5. Cynthia Cohen, Robert P. Abele, v. Modern Financial Plans Services, Inc
In re: CYNTHIA
COHEN, Debtor. ROBERT P. ABELE, Trustee/Movant, Appellant, v. MODERN FINANCIAL
PLANS SERVICES, INC., Appellee.
No. 01-16080
UNITED STATES COURT
OF APPEALS FOR THE NINTH CIRCUIT
300 F.3d 1097; 48 U.C.C. Rep. Serv. 2d (Callaghan) 469; Bankr. L. Rep. (CCH) P78,706; 48 Collier Bankr. Cas. 2d (MB) 1397; 40 Bankr. Ct. Dec. 9; 2002 Daily Journal DAR 9533
June 14, 2002,
Submitted *, San Francisco, California
* The panel
unanimously finds this case suitable for decision without oral argument. See
Fed. R. App. P. 34(a)(2)(C).
August 20, 2002,
Filed
PRIOR HISTORY: [**1] Appeal from the
United States District Court for the District of Arizona. D.C. No.
CV-00-970-PHX-ROS. Roslyn O. Silver, District Judge, Presiding.
DISPOSITION: Reversed and remanded with instructions.
COUNSEL: Terry A. Dake, Terry A. Dake, LTD., Phoenix, Arizona, for the appellant.
Stanley M.
Hammerman, Hammerman & Hultgren, P.C., Phoenix, Arizona, for the appellee.
JUDGES: Before:
Donald P. Lay, ** David R. Thompson, and Richard C. Tallman, Circuit Judges.
Opinion by Judge Tallman.
** Honorable Donald P. Lay, Senior United States Circuit
Judge for the Eighth Circuit, sitting by designation.

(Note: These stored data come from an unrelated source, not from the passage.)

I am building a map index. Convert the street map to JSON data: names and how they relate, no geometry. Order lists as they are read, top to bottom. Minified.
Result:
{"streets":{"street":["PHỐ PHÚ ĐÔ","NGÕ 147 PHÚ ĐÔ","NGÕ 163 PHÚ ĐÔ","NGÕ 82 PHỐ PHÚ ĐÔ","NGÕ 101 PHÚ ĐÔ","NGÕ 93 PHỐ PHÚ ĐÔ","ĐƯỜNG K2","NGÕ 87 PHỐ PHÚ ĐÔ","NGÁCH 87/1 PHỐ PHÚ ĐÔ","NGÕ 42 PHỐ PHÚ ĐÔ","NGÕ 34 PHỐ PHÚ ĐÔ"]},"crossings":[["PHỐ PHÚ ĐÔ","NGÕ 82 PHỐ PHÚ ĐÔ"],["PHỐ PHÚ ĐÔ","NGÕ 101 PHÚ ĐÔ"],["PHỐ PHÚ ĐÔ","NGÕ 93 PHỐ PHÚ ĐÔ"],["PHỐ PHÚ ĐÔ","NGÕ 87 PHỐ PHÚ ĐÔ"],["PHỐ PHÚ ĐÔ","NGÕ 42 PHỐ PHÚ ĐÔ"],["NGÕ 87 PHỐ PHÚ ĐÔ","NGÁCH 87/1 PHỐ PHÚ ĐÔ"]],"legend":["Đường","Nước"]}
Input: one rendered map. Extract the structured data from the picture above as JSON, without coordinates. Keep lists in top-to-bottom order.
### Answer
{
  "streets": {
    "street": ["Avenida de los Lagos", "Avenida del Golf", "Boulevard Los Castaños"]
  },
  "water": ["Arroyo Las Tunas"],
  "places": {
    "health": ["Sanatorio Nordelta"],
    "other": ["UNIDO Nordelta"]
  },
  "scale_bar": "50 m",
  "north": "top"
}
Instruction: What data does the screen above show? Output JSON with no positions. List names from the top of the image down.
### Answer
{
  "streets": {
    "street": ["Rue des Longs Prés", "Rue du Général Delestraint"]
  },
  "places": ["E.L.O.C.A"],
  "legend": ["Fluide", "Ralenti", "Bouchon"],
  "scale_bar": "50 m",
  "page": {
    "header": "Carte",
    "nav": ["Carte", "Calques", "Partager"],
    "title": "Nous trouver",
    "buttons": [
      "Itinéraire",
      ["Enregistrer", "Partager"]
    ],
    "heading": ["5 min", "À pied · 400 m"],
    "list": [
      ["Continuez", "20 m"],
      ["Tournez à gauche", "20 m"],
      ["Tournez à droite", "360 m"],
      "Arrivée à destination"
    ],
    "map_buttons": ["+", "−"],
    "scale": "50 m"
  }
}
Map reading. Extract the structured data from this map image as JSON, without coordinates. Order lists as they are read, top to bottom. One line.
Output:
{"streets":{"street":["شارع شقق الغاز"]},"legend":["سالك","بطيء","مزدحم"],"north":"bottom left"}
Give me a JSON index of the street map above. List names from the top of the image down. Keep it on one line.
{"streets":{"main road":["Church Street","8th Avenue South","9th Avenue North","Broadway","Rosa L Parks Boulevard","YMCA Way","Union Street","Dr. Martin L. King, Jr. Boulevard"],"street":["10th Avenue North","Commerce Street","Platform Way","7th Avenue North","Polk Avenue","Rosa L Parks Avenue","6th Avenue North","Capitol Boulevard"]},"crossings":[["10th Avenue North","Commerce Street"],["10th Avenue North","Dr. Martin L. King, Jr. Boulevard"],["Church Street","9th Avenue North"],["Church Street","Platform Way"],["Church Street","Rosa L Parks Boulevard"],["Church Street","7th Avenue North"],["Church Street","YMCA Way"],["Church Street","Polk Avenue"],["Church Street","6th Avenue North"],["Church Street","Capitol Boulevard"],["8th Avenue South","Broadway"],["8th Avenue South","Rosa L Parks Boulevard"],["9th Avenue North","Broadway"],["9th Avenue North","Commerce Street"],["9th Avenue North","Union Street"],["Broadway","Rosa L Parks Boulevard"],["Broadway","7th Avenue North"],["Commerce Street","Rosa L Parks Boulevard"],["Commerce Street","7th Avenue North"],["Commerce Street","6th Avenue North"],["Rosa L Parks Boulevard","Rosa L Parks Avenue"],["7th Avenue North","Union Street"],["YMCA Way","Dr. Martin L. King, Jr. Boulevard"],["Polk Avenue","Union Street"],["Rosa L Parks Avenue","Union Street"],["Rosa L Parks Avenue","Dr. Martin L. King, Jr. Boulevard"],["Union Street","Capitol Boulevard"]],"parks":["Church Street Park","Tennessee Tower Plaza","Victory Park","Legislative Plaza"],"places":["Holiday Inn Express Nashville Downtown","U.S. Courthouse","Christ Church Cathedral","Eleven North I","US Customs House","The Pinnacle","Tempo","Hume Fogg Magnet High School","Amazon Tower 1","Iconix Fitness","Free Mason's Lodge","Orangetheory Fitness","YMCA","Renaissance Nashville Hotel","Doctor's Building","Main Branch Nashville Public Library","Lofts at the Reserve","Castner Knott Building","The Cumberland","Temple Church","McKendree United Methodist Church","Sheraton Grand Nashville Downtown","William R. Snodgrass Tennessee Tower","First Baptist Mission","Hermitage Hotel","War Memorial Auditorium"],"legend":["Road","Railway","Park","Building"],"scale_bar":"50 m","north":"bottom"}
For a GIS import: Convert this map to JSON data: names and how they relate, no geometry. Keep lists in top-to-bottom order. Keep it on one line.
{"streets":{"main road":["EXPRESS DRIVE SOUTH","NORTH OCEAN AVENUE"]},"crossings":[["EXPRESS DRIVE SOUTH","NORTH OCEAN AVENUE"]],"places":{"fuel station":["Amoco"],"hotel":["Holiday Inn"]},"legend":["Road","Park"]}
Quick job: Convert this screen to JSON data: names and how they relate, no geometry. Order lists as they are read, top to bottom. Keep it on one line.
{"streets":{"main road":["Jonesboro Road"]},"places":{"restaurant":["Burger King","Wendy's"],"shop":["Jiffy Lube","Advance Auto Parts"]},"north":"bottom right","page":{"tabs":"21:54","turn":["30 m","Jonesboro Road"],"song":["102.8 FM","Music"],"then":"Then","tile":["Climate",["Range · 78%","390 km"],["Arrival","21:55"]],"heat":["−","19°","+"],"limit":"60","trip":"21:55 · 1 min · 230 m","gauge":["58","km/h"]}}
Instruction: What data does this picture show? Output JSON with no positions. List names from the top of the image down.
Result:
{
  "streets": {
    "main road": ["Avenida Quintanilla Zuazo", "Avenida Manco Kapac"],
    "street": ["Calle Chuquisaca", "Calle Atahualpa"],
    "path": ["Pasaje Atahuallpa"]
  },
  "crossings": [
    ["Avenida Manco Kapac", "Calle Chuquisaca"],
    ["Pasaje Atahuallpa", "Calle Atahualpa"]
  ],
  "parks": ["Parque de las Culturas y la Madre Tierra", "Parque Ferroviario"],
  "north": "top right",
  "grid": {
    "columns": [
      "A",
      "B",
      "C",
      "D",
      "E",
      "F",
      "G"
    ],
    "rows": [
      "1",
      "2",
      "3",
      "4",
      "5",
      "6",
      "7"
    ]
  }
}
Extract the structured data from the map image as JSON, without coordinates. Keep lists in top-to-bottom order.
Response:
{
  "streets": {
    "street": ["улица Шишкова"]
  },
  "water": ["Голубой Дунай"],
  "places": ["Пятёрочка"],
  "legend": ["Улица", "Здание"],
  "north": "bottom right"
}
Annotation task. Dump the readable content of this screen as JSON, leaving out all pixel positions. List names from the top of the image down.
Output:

OPINIONBY: Richard C. Tallman
OPINION: [*1100] TALLMAN,
Circuit Judge:
In a case of first impression in
this Circuit we are called upon to determine whether the person listed on the
purchaser line of a cashier's check exercises dominion over the funds for the
purpose of determining who may be subject to a voidable preference in a
bankruptcy adversary action. Robert P. Abele, the debtor's Trustee, seeks to
avoid a fraudulent transfer, under 11 U.S.C.
§ 548, which was made to
settle a debt owed to appellee Modern Financial Plans Services
("Modern") by the debtor's husband. The debtor, Cynthia Cohen
("Cynthia") assisted her husband [**2] by purchasing a cashier's check payable to
Modern (with separate funds not listed as an asset in her husband's bankruptcy),
and designating her husband, Jeffrey Cohen ("Jeffrey"), as the
purchaser on the face of the check.
The Trustee appeals the district
court's decision affirming the bankruptcy court's judgment in Modern's favor.
The district court held that Jeffrey was the initial transferee of the funds
and that Modern was the subsequent transferee who accepted the funds in good
faith, pursuant to 11 U.S.C. § 550(b). We have jurisdiction
under 28 U.S.C. § § 158(d) and 1291, and we reverse
and remand. We hold that Modern was the initial transferee of the funds and is,
therefore, strictly liable to the Trustee.
I
The facts of this case are not in
dispute. In 1990, Jeffrey purchased a mobile home for approximately $ 90,000.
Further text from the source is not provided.